1. Introduction

Nitrogen (Nitrogen, N) in aquatic products is an important source of high-quality proteins for humans [1,2,3,4], and the current detection method corresponding to the food protein content in China is the GB 5009.5-2016 National standard for food safety determination of protein in food [5]. This method needs to be decomposed by adding concentrated sulfuric acid at 420 °C under the condition of catalytic heating, and the ammonia produced combines with sulfuric acid to form ammonium sulfate. The ammonia is separated by alkalization distillation, and titrated with a sulfuric acid or hydrochloric acid standard titration solution after absorption with boric acid. The nitrogen content is calculated according to the consumption of acid, and then multiplied by the conversion factor to obtain the content of protein. The international detection methods of N content include the thermal conductivity method, the Kjeldahl Method, the Dumas combustion method, the Sei-micro Kjeldahl Method [6,7,8,9,10,11], and so on. The Kjeldahl method, with its simple operation and relatively low equipment cost, is still recognized by almost all countries and organizations today [6]. However, lots of chemical reagents, such as concentrated sulfuric acid, sodium hydroxide solution, and boric acid solution are required, which not only increases the cost of testing, but also contaminates the environment seriously and can cause potential harm to the health of humans [12,13,14]. The Dumas combustion method has the advantages of small sample consumption, with no sample digestion process and no reagent pollution, all while being faster and more efficient [14,15]; however, the popularity of the Dumas combustion method is far smaller than that of the Kjeldahl method for the moment, due to the high cost of the instruments [15,16].

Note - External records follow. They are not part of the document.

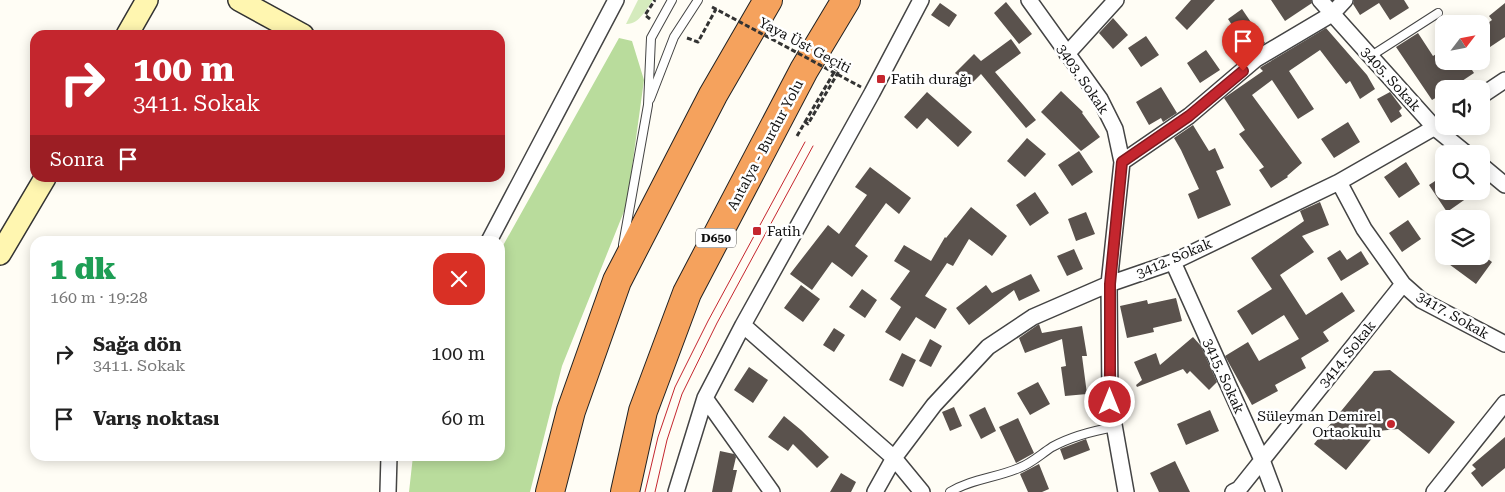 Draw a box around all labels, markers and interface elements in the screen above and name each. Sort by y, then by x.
street label: Yaya Üst Geçiti [756,14,854,76]
north arrow [1435,15,1490,70]
map controls [1435,15,1490,265]
pin [1222,20,1264,71]
icon: arrive [1229,27,1257,55]
street label: 3403. Sokak [1054,41,1112,117]
street label: 3405. Sokak [1358,44,1424,114]
text: 100 m [133,49,234,90]
icon: right [50,50,115,115]
place label: Fatih durağı [891,71,972,87]
marker: Fatih durağı [875,73,887,85]
street label: Antalya - Burdur Yolu [724,77,806,213]
button: sound [1435,80,1490,135]
text: 3411. Sokak [133,91,260,116]
icon: arrive [114,145,142,173]
button: search [1435,145,1490,200]
text: Sonra [50,148,104,171]
button: layers [1435,210,1490,265]
place label: Fatih [767,223,801,239]
marker: Fatih [751,225,763,237]
road number: D650 [696,228,736,248]
street label: 3412. Sokak [1134,235,1214,281]
text: 1 dk [50,251,116,286]
button: close [433,253,485,305]
text: 160 m · 19:28 [50,288,148,307]
street label: 3417. Sokak [1414,288,1492,342]
street label: 3414. Sokak [1315,317,1379,390]
text: Sağa dön [93,333,181,356]
street label: 3415. Sokak [1200,336,1248,416]
icon: right [50,340,78,368]
text: 100 m [431,342,485,365]
text: 3411. Sokak [93,356,185,375]
position arrow [1083,375,1135,427]
icon: arrive [50,405,78,433]
text: Varış noktası [93,407,219,430]
text: 60 m [442,407,485,430]
place label: Süleyman Demirel Ortaokulu [1257,408,1382,440]
marker: Süleyman Demirel Ortaokulu [1385,418,1397,430]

In order to ensure the health of consumers, China has established specific regulations for food additives, including sulfur dioxide. It limits the scope of the SO₂ used in food and the maximum allowable residue dose. The desire to make food brighter leads to the an exceedance of sulfur dioxide in food products, which affects the health of consumers [17,18,19]. The current detection method corresponding to SO₂ in China is the GB 5009.34-2016 National standard for food safety determination of sulfur dioxide in food [20]. This standard is only applicable to dry food. In this method, the sample is acidified and distilled in a closed container, and the distillate is absorbed with a lead acetate solution. The absorbed solution is acidified with hydrochloric acid, and then titrated by the iodine standard solution. The sulfur dioxide content in the sample is calculated according to the amount of iodine standard solution consumed. The Infrared Spectroscopy method, high-temperature combustion method, and acid–base titration method, Eschka Method, and Coulomb Titration Method were often used to detect the amount of S content [21,22,23,24,25]. When S was detected by the infrared method, different S infrared pools were needed for high S content and low S content. The high-temperature combustion method, acid–base titration method, and Eschka Method have the advantages of high accuracy and good repeatability, with disadvantages such as time consumption and cumbersome operation. The Infrared Spectroscopy method and Coulomb Titration Method are used widely with the advantages of high accuracy, convenient operation, high automaticity, and short time [26].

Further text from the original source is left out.